# Data records
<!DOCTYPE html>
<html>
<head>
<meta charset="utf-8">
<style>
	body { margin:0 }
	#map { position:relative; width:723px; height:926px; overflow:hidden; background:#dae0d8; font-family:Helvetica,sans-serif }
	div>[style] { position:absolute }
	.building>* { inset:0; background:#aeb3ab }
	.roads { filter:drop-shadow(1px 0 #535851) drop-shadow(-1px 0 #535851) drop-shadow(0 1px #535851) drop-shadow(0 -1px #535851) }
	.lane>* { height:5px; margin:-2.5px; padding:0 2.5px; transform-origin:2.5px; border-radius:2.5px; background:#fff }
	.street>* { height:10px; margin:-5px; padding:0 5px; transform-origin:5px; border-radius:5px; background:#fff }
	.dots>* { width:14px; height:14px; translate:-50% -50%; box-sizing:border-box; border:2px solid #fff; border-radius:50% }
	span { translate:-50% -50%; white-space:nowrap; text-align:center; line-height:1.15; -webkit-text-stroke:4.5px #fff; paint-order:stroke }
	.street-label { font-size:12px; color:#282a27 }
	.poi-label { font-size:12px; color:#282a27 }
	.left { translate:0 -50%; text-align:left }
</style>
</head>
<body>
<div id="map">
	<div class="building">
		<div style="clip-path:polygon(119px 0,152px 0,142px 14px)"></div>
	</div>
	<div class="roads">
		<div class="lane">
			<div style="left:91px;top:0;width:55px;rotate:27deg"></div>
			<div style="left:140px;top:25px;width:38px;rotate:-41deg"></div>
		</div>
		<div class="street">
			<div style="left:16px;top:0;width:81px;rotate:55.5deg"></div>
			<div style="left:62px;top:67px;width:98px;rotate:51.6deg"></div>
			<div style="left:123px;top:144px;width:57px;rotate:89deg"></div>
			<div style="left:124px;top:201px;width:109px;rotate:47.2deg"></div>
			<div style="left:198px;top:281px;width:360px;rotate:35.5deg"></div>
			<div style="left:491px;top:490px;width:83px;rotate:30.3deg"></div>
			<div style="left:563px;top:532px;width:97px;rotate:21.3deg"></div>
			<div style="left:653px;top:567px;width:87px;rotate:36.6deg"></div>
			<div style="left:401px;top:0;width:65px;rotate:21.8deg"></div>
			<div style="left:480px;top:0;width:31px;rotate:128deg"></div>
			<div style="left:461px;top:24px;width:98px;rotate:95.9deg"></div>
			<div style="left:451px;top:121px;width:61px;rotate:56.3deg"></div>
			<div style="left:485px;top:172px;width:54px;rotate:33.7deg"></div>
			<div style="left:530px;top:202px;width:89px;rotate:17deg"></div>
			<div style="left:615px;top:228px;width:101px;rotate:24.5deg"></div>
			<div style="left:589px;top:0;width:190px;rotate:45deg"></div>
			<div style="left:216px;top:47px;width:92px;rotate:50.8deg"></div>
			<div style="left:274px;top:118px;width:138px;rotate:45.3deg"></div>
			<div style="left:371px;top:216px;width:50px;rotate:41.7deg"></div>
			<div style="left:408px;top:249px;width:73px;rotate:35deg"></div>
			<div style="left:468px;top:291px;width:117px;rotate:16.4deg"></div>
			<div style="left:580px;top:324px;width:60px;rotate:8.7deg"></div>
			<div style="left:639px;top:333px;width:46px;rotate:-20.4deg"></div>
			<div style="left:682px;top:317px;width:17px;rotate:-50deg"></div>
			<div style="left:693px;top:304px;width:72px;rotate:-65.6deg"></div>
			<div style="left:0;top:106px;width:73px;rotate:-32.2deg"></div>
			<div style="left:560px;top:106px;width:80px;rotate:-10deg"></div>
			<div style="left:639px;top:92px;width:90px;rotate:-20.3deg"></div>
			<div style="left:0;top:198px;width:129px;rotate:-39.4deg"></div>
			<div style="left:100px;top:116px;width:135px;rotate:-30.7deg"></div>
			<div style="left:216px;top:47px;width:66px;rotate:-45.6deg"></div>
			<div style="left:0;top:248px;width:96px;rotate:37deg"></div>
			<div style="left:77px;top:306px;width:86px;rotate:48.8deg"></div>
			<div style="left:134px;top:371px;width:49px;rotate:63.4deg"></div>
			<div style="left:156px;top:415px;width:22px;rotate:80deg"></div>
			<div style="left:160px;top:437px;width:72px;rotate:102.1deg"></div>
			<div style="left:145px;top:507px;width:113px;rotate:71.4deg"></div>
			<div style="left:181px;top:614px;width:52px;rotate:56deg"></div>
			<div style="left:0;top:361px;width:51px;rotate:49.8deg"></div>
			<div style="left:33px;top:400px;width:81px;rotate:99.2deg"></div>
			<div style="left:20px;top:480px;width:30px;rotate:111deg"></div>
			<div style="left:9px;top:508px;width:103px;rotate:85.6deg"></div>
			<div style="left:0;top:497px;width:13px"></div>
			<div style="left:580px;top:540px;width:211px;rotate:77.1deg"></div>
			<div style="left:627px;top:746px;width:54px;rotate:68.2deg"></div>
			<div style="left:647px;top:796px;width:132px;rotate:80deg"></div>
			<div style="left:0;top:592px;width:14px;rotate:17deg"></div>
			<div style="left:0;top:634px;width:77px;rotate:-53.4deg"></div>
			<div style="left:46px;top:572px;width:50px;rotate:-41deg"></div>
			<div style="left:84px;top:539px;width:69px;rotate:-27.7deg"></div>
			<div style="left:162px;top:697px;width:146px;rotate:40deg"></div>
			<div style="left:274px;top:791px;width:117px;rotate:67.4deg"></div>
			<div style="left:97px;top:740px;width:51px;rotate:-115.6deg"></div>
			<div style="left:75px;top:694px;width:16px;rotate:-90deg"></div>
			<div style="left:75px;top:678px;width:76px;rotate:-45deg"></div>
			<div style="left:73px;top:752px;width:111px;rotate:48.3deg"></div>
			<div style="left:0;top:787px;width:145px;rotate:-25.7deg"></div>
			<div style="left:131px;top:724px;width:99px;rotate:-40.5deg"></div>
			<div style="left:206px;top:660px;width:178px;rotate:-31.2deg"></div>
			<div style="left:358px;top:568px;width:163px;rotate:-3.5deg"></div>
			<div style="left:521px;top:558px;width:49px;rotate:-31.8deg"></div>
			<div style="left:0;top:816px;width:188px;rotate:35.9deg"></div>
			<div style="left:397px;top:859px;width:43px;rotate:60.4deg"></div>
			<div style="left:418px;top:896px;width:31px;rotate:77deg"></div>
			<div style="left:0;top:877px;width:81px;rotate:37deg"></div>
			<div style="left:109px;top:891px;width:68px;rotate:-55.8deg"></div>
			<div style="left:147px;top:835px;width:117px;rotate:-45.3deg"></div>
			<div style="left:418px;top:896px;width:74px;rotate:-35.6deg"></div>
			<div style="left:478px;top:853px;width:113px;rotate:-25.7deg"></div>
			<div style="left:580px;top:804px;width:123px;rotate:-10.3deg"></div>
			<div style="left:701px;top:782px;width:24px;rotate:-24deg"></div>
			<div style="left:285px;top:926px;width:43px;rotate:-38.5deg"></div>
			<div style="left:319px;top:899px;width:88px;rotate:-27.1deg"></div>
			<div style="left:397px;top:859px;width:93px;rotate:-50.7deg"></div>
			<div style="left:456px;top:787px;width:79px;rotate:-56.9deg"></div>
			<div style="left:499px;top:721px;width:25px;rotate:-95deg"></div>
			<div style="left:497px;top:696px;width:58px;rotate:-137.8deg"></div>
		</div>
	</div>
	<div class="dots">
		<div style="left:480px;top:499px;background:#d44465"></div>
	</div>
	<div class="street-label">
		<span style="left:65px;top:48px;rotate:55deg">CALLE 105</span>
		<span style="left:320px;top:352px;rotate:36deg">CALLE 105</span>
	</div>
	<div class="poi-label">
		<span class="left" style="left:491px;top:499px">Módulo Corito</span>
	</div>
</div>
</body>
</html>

# Brief
Using the entries above, return each line in which the word "lane" occurs.

# Exercise solution
	.lane>* { height:5px; margin:-2.5px; padding:0 2.5px; transform-origin:2.5px; border-radius:2.5px; background:#fff }
		<div class="lane">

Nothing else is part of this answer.